┌─ RECORDS PROVIDED

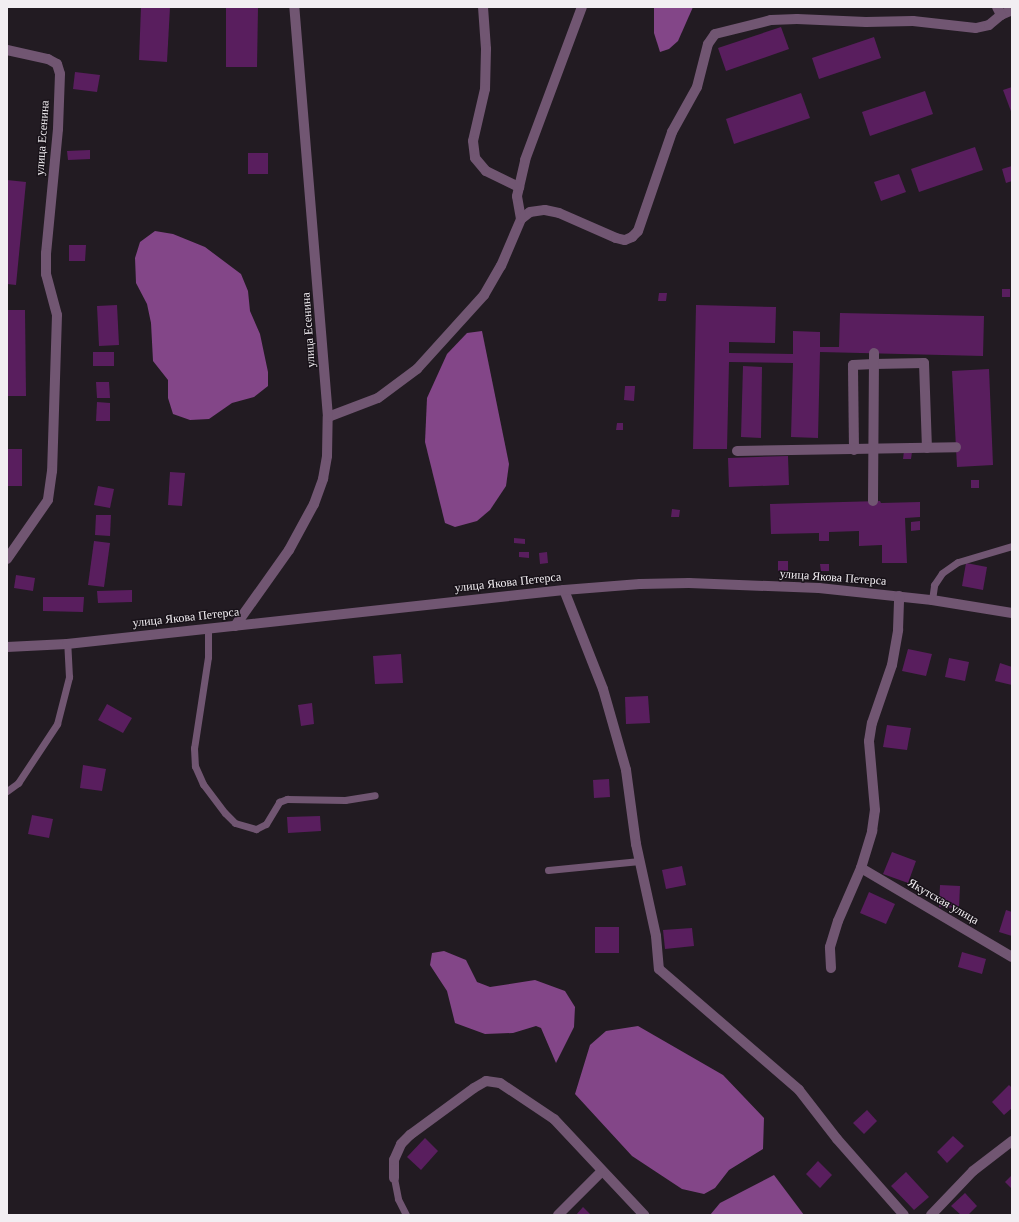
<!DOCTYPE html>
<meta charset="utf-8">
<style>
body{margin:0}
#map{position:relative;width:1019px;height:1222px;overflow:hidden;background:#221b22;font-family:Georgia,serif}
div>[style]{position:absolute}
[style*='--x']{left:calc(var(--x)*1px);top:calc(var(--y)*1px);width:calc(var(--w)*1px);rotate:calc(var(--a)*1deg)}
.water>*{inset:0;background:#834688}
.building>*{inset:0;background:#591e5e}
.lane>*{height:7px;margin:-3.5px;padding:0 3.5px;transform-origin:3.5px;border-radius:3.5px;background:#715672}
.street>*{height:10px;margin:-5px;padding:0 5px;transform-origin:5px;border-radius:5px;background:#715672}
span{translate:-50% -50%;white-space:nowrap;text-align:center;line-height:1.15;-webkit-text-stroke:3px #181219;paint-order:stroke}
.street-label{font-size:12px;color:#f2eef2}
.frame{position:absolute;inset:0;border:8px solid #f2eef2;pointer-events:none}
</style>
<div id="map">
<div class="water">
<div style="clip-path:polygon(654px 7px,693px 7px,678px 41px,669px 49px,660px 52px,654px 33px)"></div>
<div style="clip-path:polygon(155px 231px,173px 234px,205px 247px,241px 274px,248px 291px,250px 311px,260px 334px,268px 372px,268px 386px,254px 397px,232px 403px,209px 419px,190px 420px,173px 414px,168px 398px,168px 380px,153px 361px,151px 323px,147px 304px,136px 283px,135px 258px,140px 242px)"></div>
<div style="clip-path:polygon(482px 331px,509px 464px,506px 486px,490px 510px,477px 521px,455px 527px,445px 523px,425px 442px,427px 398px,447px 354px,467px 333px)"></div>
<div style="clip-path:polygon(444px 951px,466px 960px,477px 982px,490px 987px,535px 980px,565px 991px,575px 1007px,574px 1027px,556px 1063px,541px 1028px,536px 1026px,513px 1033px,485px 1034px,455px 1023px,447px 991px,430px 965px,432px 953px)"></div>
<div style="clip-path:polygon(638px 1026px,723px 1075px,764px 1118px,763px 1149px,729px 1170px,715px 1188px,704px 1194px,682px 1189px,632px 1156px,575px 1094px,590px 1045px,606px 1031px)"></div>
<div style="clip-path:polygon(774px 1175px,804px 1215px,710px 1215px,720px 1203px)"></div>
</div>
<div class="building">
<div style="clip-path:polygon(141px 7px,170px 7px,167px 62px,139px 60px)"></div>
<div style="clip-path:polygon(226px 7px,258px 7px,257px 67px,226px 67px)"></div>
<div style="clip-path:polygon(781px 27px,789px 49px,726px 71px,718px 48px)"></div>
<div style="clip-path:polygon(874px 37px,881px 58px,819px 79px,812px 58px)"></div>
<div style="clip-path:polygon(75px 72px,100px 75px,97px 92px,73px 89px)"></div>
<div style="clip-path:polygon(1012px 87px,1012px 114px,1003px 90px)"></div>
<div style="clip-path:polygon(925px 91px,933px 114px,870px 136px,862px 112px)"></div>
<div style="clip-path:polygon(801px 93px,810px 118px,734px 144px,726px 119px)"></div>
<div style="clip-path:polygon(975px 147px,983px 170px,919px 192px,911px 169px)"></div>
<div style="clip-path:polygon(90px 150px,90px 159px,68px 160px,67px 151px)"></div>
<div style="clip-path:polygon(248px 153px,268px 153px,268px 174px,248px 174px)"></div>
<div style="clip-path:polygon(1012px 166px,1012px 181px,1006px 183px,1002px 169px)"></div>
<div style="clip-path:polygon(899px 174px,906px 192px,881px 201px,874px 182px)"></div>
<div style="clip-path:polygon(7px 180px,26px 182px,16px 285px,7px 284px)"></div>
<div style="clip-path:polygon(69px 245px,86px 245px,85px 261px,69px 261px)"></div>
<div style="clip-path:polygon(1002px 289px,1010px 289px,1010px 297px,1002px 297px)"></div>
<div style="clip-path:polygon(659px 293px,667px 293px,666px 301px,658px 301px)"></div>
<div style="clip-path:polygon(117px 305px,119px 345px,99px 346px,97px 306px)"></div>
<div style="clip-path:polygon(696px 305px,776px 307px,775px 343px,729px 342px,729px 353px,793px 354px,793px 331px,820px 332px,820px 347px,839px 347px,840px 313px,984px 316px,983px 356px,820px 352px,818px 438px,791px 437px,793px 363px,729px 362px,727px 449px,693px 449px)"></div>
<div style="clip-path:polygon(7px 310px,25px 310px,26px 396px,7px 396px)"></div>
<div style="clip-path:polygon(93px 352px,114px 352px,114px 366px,93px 366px)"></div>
<div style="clip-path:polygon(743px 366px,762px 367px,761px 438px,741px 437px)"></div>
<div style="clip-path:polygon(989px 369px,993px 465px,957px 467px,952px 371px)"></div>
<div style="clip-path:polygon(96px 382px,109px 382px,110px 398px,97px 398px)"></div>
<div style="clip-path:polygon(625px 386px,635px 386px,634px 401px,624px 400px)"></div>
<div style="clip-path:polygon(97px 402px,110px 403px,110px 421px,96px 421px)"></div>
<div style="clip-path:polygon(617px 423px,623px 423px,623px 430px,616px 430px)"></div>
<div style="clip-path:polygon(7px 449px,22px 449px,22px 486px,7px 486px)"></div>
<div style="clip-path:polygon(904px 451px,912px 452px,911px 459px,903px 459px)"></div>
<div style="clip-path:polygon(788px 456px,789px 485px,729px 487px,728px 458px)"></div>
<div style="clip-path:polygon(170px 472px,185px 473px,182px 506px,168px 505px)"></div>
<div style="clip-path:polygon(971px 480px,979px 480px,979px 488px,971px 488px)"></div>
<div style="clip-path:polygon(98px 486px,114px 489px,110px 508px,94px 505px)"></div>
<div style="clip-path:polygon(880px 501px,881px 503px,920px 502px,920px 517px,905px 518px,907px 563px,882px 563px,882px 545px,859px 546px,859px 531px,829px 532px,829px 541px,819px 541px,819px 533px,771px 534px,770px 504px)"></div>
<div style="clip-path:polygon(672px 509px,680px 510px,679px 517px,671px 517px)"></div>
<div style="clip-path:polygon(96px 515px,111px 515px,110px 536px,95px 535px)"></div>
<div style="clip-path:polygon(920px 521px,920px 530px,911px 531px,911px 522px)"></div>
<div style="clip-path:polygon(514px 538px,525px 539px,525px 544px,514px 543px)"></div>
<div style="clip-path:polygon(94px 541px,110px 543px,104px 587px,88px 585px)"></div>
<div style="clip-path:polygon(519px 552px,529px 552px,529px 558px,519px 557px)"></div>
<div style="clip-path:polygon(547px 552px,548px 563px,540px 564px,539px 553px)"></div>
<div style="clip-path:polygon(778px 561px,788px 561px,788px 571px,778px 571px)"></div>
<div style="clip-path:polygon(966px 563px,987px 567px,983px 590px,962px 586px)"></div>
<div style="clip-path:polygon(820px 564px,829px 564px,829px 571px,821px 571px)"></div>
<div style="clip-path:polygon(16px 575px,35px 578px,33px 591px,14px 588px)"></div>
<div style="clip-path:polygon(132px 590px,132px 602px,98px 603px,97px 591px)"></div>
<div style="clip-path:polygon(43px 597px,84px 597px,83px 612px,43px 611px)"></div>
<div style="clip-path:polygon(908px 649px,932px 654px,926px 676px,902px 671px)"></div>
<div style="clip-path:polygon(401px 654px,403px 683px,375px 684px,373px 656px)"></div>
<div style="clip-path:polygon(949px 658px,969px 662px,965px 681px,945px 677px)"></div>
<div style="clip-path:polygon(1000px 663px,1012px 667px,1012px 685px,995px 681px)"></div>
<div style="clip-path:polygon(648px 696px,650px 723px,626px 724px,625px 697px)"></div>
<div style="clip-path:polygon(312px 703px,314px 724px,301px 726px,298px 705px)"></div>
<div style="clip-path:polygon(107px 704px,132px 718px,123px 733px,98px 720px)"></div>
<div style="clip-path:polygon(887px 725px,911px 728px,907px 750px,883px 747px)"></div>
<div style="clip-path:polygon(83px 765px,106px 769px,102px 791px,80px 788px)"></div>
<div style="clip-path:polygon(609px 779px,610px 797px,594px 798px,593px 780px)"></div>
<div style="clip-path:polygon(32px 815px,53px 819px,49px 838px,28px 834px)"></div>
<div style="clip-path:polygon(320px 816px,321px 831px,288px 833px,287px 817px)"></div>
<div style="clip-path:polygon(892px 852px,916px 861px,908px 883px,883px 874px)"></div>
<div style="clip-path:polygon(682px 866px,686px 885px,666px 889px,662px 870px)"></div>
<div style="clip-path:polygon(940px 885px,960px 886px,959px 908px,939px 907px)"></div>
<div style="clip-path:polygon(869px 892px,895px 904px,886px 924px,860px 913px)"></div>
<div style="clip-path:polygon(1006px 910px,1012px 912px,1012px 936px,999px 932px)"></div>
<div style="clip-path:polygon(595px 927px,619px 927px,619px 953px,595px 953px)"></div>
<div style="clip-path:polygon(692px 928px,694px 946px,665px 949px,663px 930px)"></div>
<div style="clip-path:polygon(962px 952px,986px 959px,982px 974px,958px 967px)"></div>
<div style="clip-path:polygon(1009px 1085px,1012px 1088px,1012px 1108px,1004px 1115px,992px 1102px)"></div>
<div style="clip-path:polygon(867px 1110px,877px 1121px,864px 1134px,853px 1123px)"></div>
<div style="clip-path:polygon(953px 1136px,964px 1146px,947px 1163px,937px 1152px)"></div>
<div style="clip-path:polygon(425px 1138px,438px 1151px,421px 1170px,407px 1157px)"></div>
<div style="clip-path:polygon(818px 1161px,832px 1175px,820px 1188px,806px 1174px)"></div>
<div style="clip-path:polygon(906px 1172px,929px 1197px,914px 1210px,891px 1186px)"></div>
<div style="clip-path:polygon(1012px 1175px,1012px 1189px,1005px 1182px)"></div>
<div style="clip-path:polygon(965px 1193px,977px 1206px,968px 1215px,961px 1215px,951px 1206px)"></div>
<div style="clip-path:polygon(583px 1207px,591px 1215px,576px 1215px)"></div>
</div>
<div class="lane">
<div style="--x:932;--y:600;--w:15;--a:-82"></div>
<div style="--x:934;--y:585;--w:14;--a:-56"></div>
<div style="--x:942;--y:573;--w:19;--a:-35"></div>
<div style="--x:958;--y:562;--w:56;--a:-16.5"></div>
<div style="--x:208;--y:629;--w:28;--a:90"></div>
<div style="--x:208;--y:657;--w:92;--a:98.7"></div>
<div style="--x:194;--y:748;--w:18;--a:87"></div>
<div style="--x:195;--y:766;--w:20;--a:66"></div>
<div style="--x:203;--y:784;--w:36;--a:53"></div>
<div style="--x:225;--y:813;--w:14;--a:45"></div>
<div style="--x:235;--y:823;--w:22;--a:16"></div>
<div style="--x:256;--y:829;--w:11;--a:-27"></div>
<div style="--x:266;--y:824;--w:26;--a:-59"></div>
<div style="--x:279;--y:802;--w:9;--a:-21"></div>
<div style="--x:287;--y:799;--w:58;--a:1"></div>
<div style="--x:345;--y:800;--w:30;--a:-9"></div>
<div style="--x:7;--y:791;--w:14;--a:-36"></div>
<div style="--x:18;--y:783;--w:71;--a:-56.5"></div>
<div style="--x:57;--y:724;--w:49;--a:-75.7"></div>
<div style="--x:69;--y:677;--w:33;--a:-93"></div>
<div style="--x:548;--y:870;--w:92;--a:-5.6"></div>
<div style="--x:394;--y:1178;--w:21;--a:79"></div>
<div style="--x:398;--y:1199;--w:18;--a:63"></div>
</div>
<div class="street">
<div style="--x:483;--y:7;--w:42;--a:85.9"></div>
<div style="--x:486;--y:49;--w:40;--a:91.4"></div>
<div style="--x:485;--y:89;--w:53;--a:103"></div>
<div style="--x:473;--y:141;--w:17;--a:83"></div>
<div style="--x:475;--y:158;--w:17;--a:50"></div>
<div style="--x:486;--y:171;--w:37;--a:26"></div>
<div style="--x:997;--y:7;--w:9;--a:63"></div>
<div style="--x:1001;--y:15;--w:12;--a:-24"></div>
<div style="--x:7;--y:50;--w:42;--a:12.4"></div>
<div style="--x:48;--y:59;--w:10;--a:29"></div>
<div style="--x:57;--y:64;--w:10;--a:73"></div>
<div style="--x:60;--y:74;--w:55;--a:92.1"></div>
<div style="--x:58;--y:129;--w:125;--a:95.5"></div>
<div style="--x:46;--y:253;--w:21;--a:90"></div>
<div style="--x:46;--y:274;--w:42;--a:75"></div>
<div style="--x:57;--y:315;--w:156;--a:91.8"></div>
<div style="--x:52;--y:471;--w:29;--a:98"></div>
<div style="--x:48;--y:500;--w:72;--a:124.8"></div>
<div style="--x:521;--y:219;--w:23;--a:-100"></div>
<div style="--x:517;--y:196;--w:37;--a:-77"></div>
<div style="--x:525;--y:160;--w:163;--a:-69.6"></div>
<div style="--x:328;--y:417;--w:53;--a:-20.8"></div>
<div style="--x:378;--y:398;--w:49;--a:-36.6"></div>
<div style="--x:417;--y:369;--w:100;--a:-47.8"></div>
<div style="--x:484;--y:295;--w:34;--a:-60"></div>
<div style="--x:501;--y:266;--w:51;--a:-66.9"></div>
<div style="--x:521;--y:219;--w:11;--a:-38"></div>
<div style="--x:530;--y:212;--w:15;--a:-8"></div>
<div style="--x:545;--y:210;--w:14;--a:12"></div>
<div style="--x:559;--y:213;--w:62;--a:23.7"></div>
<div style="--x:616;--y:238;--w:9;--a:13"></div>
<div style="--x:625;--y:240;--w:8;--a:-23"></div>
<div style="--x:632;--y:237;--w:8;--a:-45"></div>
<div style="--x:638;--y:231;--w:105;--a:-71"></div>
<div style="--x:672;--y:132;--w:51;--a:-60.9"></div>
<div style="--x:697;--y:87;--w:44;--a:-75.7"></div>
<div style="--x:708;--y:44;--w:12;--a:-55"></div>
<div style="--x:715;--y:34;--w:58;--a:-14"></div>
<div style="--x:771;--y:20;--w:26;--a:-2"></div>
<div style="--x:797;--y:19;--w:69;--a:2.5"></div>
<div style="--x:866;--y:22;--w:47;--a:-1.2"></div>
<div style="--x:913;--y:21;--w:63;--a:6.3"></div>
<div style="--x:976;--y:28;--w:13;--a:-13"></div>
<div style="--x:989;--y:25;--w:16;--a:-40"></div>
<div style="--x:854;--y:450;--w:85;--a:-90.7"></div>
<div style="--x:853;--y:365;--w:21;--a:-3"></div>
<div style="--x:874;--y:364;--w:50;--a:-1.1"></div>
<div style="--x:924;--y:363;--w:85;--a:88"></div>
<div style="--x:737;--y:451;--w:219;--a:-1"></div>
<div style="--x:873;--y:501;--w:148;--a:-89.6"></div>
<div style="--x:564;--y:590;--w:106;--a:68.5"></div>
<div style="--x:603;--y:689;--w:84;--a:74.1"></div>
<div style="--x:626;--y:770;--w:75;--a:82.3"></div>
<div style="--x:636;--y:844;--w:94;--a:77.7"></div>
<div style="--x:656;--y:936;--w:33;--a:85"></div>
<div style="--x:659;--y:969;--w:185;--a:40.8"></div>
<div style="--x:799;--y:1090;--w:62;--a:52.2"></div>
<div style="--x:837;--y:1139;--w:101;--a:48.6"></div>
<div style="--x:235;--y:626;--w:93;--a:-54.6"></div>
<div style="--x:289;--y:550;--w:52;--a:-61.5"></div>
<div style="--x:314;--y:504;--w:27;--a:-70"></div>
<div style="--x:323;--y:479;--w:23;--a:-80"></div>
<div style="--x:327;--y:456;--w:39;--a:-89"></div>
<div style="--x:328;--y:417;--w:411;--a:-94.7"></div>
<div style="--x:7;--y:647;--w:60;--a:-2.9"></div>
<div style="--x:67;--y:644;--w:500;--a:-6.2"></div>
<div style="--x:564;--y:590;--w:76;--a:-4.5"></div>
<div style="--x:640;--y:584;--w:49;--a:-1.2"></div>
<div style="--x:689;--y:583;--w:130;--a:2.2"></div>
<div style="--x:819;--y:588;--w:114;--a:6.1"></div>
<div style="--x:932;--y:600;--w:81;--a:9.2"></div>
<div style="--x:861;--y:868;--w:175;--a:30.5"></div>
<div style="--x:831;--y:968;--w:21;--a:-93"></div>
<div style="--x:830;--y:947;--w:27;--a:-73"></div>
<div style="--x:838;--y:921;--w:58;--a:-66.5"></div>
<div style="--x:861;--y:868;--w:39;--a:-73"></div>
<div style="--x:872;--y:831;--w:21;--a:-82"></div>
<div style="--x:875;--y:810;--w:69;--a:-95"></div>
<div style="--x:869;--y:741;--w:18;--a:-81"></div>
<div style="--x:872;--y:723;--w:61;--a:-71"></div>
<div style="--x:892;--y:665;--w:36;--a:-80"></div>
<div style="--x:898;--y:630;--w:34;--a:-88"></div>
<div style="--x:394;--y:1178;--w:18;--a:-90"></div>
<div style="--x:394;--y:1160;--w:17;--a:-66"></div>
<div style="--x:401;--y:1144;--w:13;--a:-45"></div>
<div style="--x:410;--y:1135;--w:79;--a:-36.3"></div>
<div style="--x:474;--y:1088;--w:14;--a:-30"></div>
<div style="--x:486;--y:1081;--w:14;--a:8"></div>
<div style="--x:500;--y:1083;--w:65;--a:33.7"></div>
<div style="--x:554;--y:1119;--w:132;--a:46.8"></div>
<div style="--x:558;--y:1215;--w:61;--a:-45"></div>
<div style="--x:931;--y:1215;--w:61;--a:-46.3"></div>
<div style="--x:973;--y:1171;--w:49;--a:-37.6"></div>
</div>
<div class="street-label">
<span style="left:43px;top:138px;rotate:-86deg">улица Есенина</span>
<span style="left:309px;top:330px;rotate:-94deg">улица Есенина</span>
<span style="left:833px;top:578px;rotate:4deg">улица Якова Петерса</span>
<span style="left:508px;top:583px;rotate:-6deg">улица Якова Петерса</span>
<span style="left:186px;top:618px;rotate:-6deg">улица Якова Петерса</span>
<span style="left:943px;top:902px;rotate:30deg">Якутская улица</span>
</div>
<div class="frame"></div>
</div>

└─

Search the entries above for the word "width", and copy every line where it occurs.

#map{position:relative;width:1019px;height:1222px;overflow:hidden;background:#221b22;font-family:Georgia,serif}
[style*='--x']{left:calc(var(--x)*1px);top:calc(var(--y)*1px);width:calc(var(--w)*1px);rotate:calc(var(--a)*1deg)}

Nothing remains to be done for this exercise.